**The records:**

▼

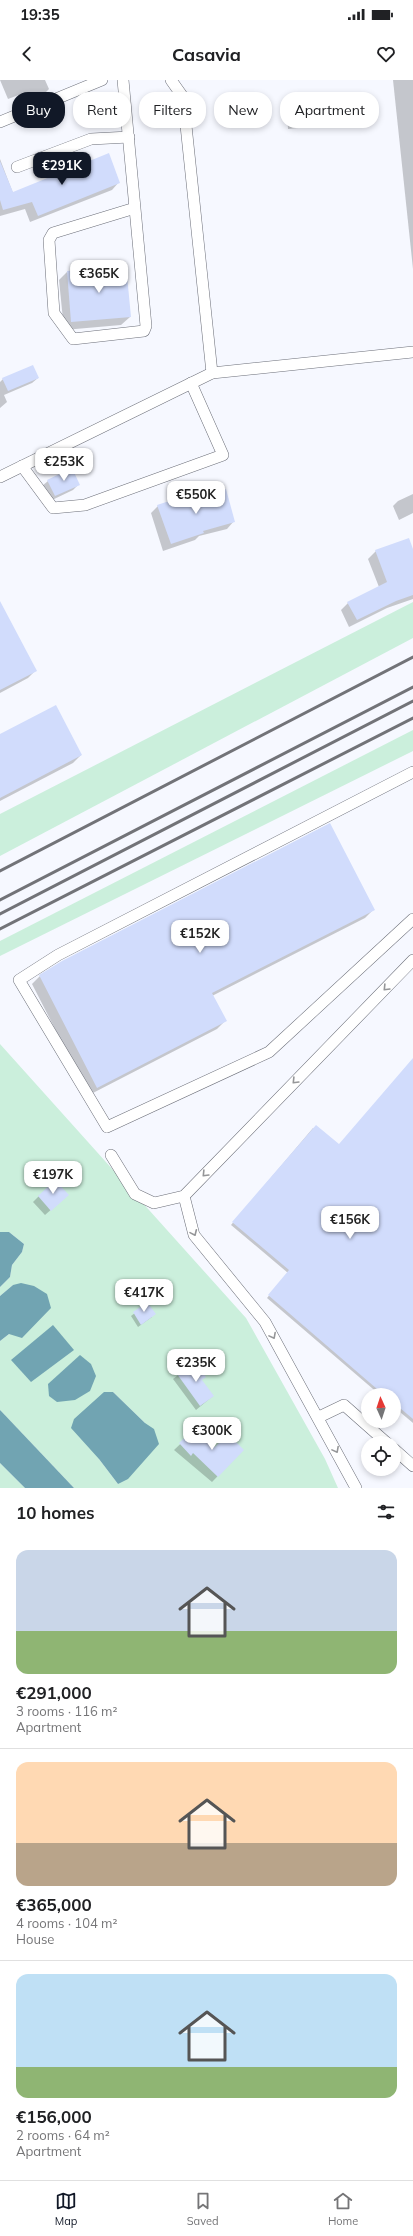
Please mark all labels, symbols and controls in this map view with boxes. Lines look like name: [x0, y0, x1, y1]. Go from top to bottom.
text: 19:35: [20, 5, 60, 24]
icon: back: [16, 43, 38, 65]
text: Casavia: [172, 43, 241, 66]
icon: heart: [375, 43, 397, 65]
chip: Buy: [12, 92, 65, 128]
chip: Rent: [73, 92, 131, 128]
chip: Filters: [139, 92, 206, 128]
chip: New: [214, 92, 272, 128]
chip: Apartment: [280, 92, 379, 128]
pin: €291K: [34, 152, 90, 186]
text: €291K: [42, 157, 82, 173]
pin: €365K: [71, 260, 127, 294]
text: €365K: [79, 265, 119, 281]
pin: €253K: [36, 448, 92, 482]
text: €253K: [44, 453, 84, 469]
pin: €550K: [168, 481, 224, 515]
text: €550K: [176, 486, 216, 502]
pin: €152K: [172, 920, 228, 954]
text: €152K: [180, 925, 220, 941]
one-way arrow: [383, 983, 391, 991]
one-way arrow: [292, 1076, 300, 1084]
pin: €197K: [25, 1161, 81, 1195]
text: €197K: [33, 1166, 73, 1182]
one-way arrow: [202, 1169, 209, 1177]
pin: €156K: [322, 1206, 378, 1240]
text: €156K: [330, 1211, 370, 1227]
one-way arrow: [190, 1229, 198, 1236]
pin: €417K: [116, 1279, 172, 1313]
text: €417K: [124, 1284, 164, 1300]
one-way arrow: [268, 1332, 275, 1339]
pin: €235K: [168, 1349, 224, 1383]
text: €235K: [176, 1354, 216, 1370]
north arrow: [361, 1388, 401, 1428]
map controls: [361, 1388, 401, 1476]
pin: €300K: [184, 1417, 240, 1451]
text: €300K: [192, 1422, 232, 1438]
button: locate: [361, 1436, 401, 1476]
one-way arrow: [331, 1445, 338, 1453]
icon: filters: [375, 1501, 397, 1523]
text: 10 homes: [16, 1502, 95, 1523]
icon: home: [171, 1576, 243, 1648]
text: €291,000: [16, 1682, 92, 1703]
text: 3 rooms · 116 m²: [16, 1703, 117, 1719]
text: Apartment: [16, 1719, 81, 1735]
icon: home: [171, 1788, 243, 1860]
text: €365,000: [16, 1894, 92, 1915]
text: 4 rooms · 104 m²: [16, 1915, 117, 1931]
text: House: [16, 1931, 54, 1947]
icon: home: [171, 2000, 243, 2072]
text: €156,000: [16, 2106, 92, 2127]
text: 2 rooms · 64 m²: [16, 2127, 110, 2143]
text: Apartment: [16, 2143, 81, 2159]
tab: Map: [55, 2190, 77, 2228]
tab: Saved: [187, 2190, 219, 2228]
tab: Home: [328, 2190, 358, 2228]

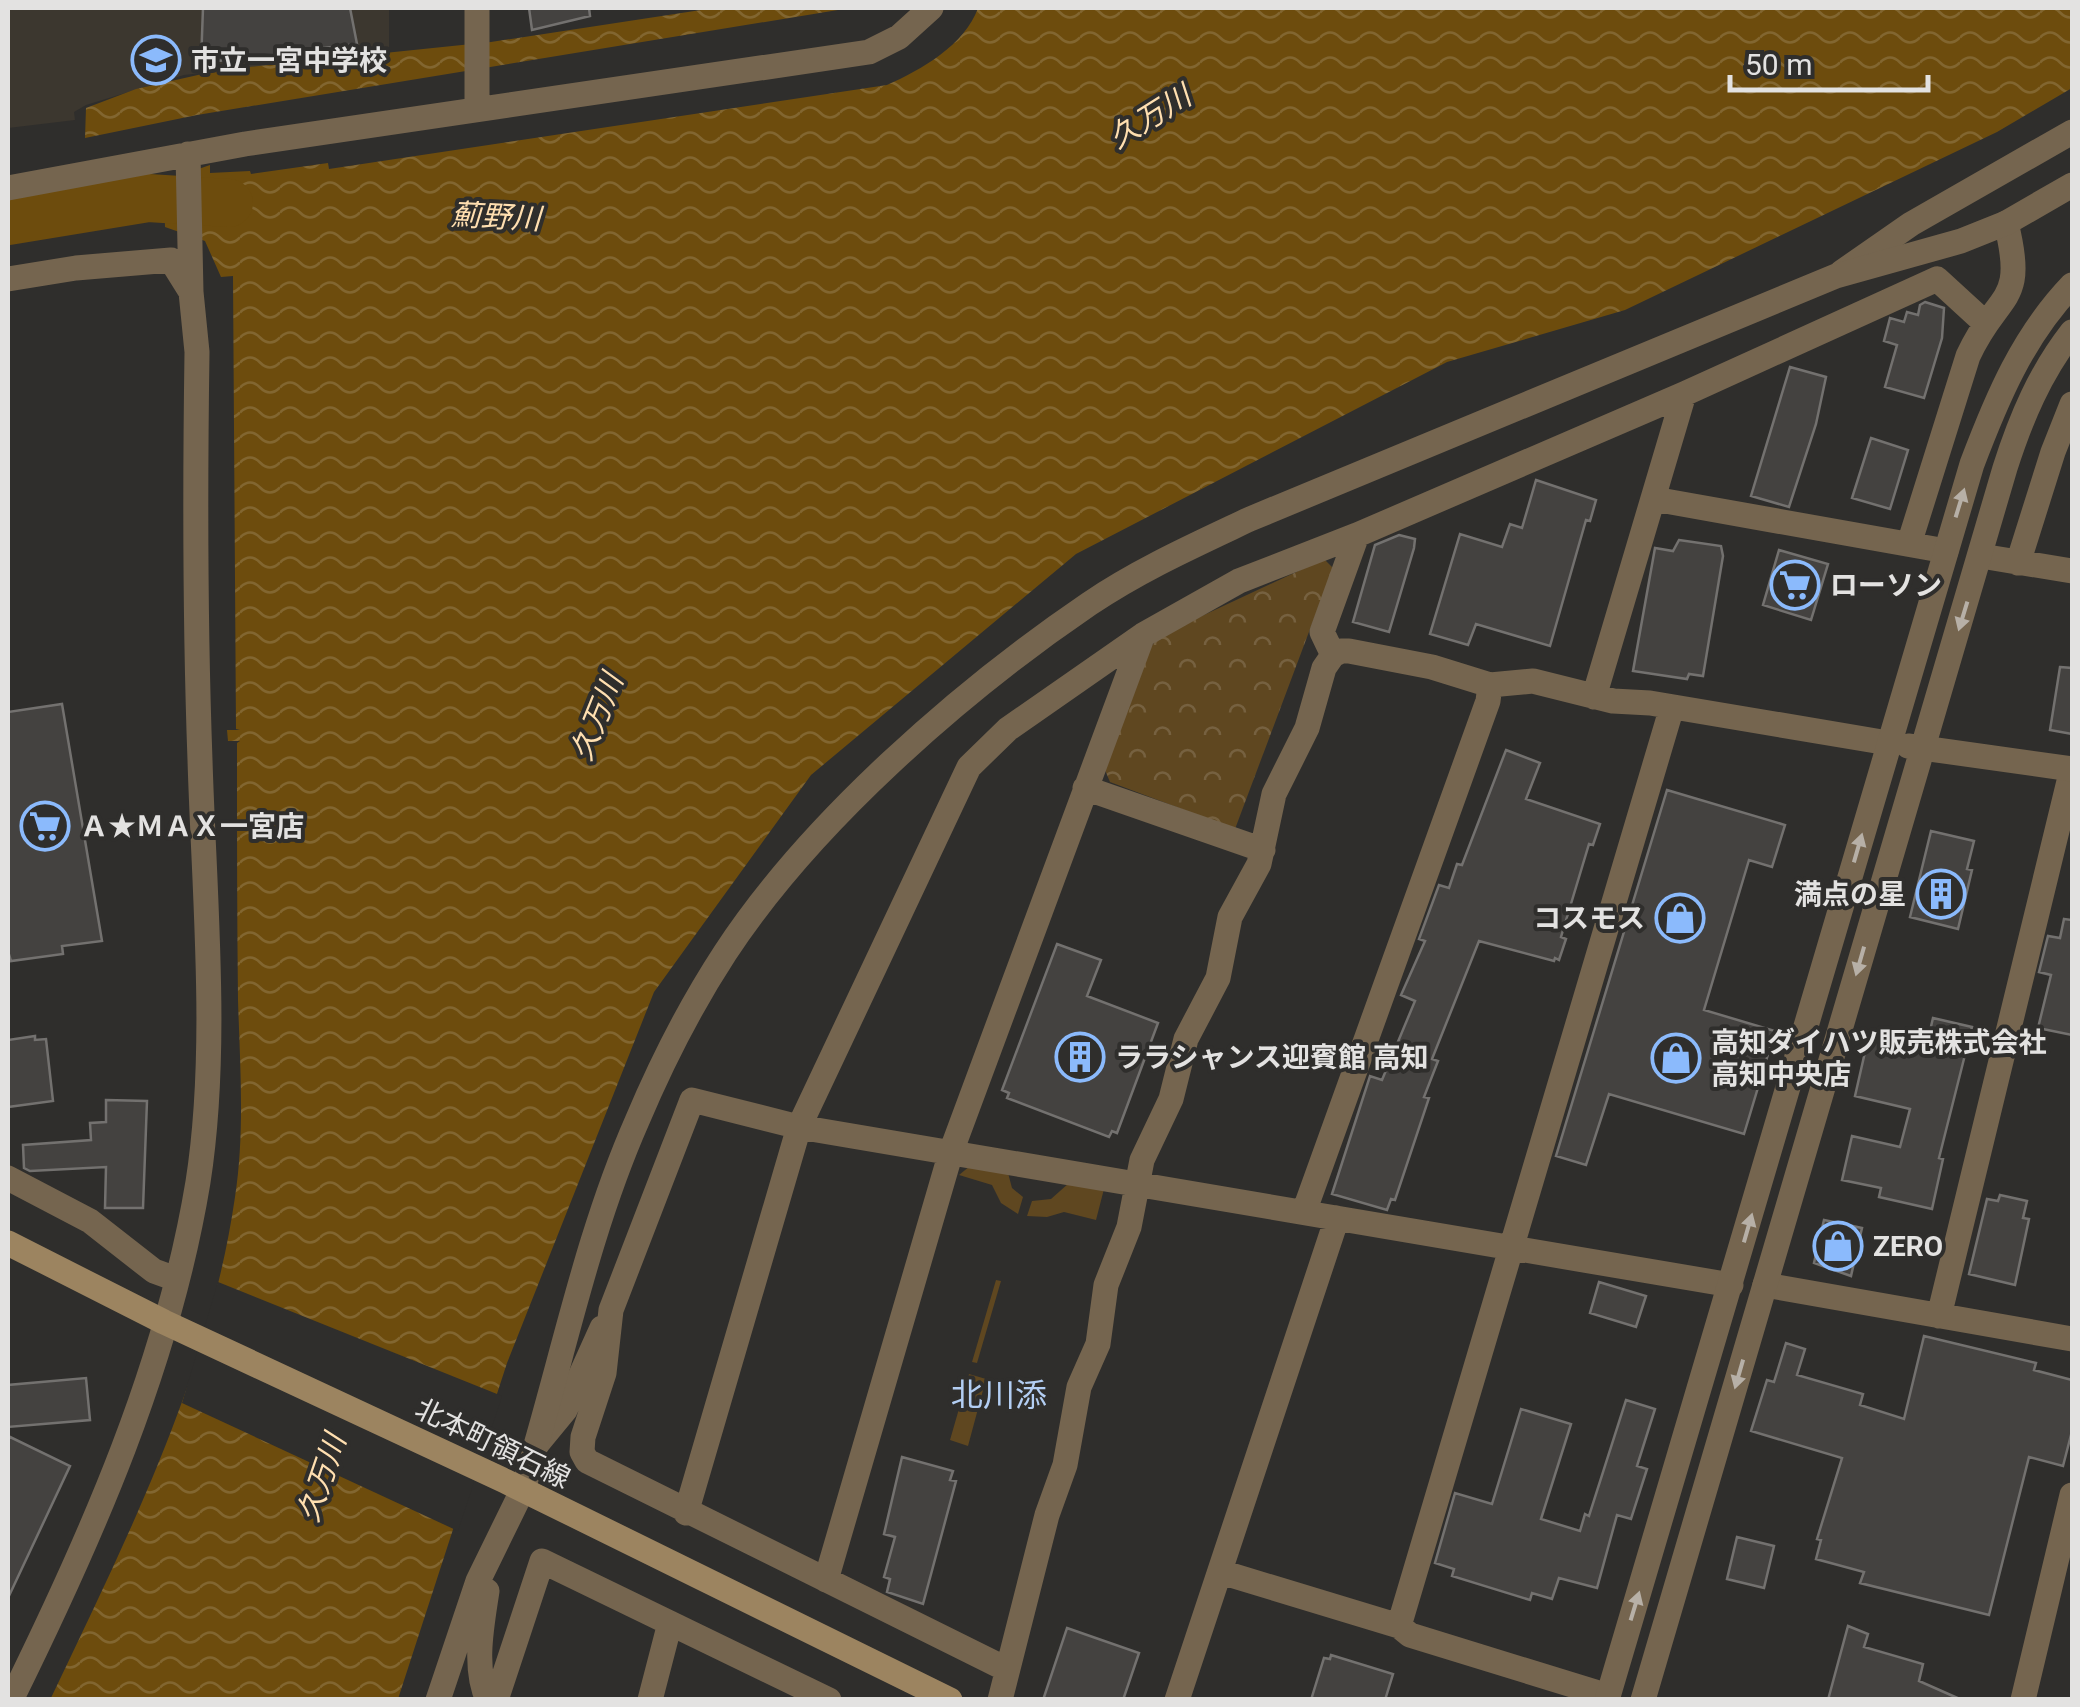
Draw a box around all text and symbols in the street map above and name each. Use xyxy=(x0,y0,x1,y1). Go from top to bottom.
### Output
scale bar xyxy=(1730,30,1928,92)
school or university icon: 市立一宮中学校 xyxy=(130,34,182,86)
place label: 市立一宮中学校 xyxy=(191,44,387,77)
text: 50 m xyxy=(1745,47,1812,82)
water label: 久万川 xyxy=(1102,76,1200,155)
water label: 薊野川 xyxy=(450,197,545,236)
one-way arrow xyxy=(1953,487,1968,518)
supermarket icon: ローソン xyxy=(1769,559,1821,611)
place label: ローソン xyxy=(1830,569,1942,602)
one-way arrow xyxy=(1955,601,1970,632)
water label: 久万川 xyxy=(563,666,631,765)
supermarket icon: Ａ★ＭＡＸ一宮店 xyxy=(19,800,71,852)
place label: Ａ★ＭＡＸ一宮店 xyxy=(80,810,304,843)
one-way arrow xyxy=(1851,833,1866,863)
building icon: 満点の星 xyxy=(1915,868,1967,920)
place label: 満点の星 xyxy=(1794,878,1906,911)
shop icon: コスモス xyxy=(1654,892,1706,944)
place label: コスモス xyxy=(1533,902,1645,935)
one-way arrow xyxy=(1852,946,1867,977)
place label: 高知ダイハツ販売株式会社 高知中央店 xyxy=(1711,1026,2046,1091)
building icon: ララシャンス迎賓館 高知 xyxy=(1054,1031,1106,1083)
shop icon: 高知ダイハツ販売株式会社 高知中央店 xyxy=(1650,1032,1702,1084)
place label: ララシャンス迎賓館 高知 xyxy=(1115,1041,1429,1074)
one-way arrow xyxy=(1741,1212,1756,1242)
shop icon: ZERO xyxy=(1812,1220,1864,1272)
place label: ZERO xyxy=(1873,1230,1943,1263)
one-way arrow xyxy=(1731,1359,1746,1390)
district label: 北川添 xyxy=(951,1376,1047,1414)
street label: 北本町領石線 xyxy=(410,1392,576,1495)
water label: 久万川 xyxy=(290,1427,354,1526)
one-way arrow xyxy=(1628,1590,1643,1621)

▲

**What is expected:**
What lines in the listing contain "高知中央店"? Copy them all.

**Response area:**
place label: 高知ダイハツ販売株式会社 高知中央店 xyxy=(1711,1026,2046,1091)
shop icon: 高知ダイハツ販売株式会社 高知中央店 xyxy=(1650,1032,1702,1084)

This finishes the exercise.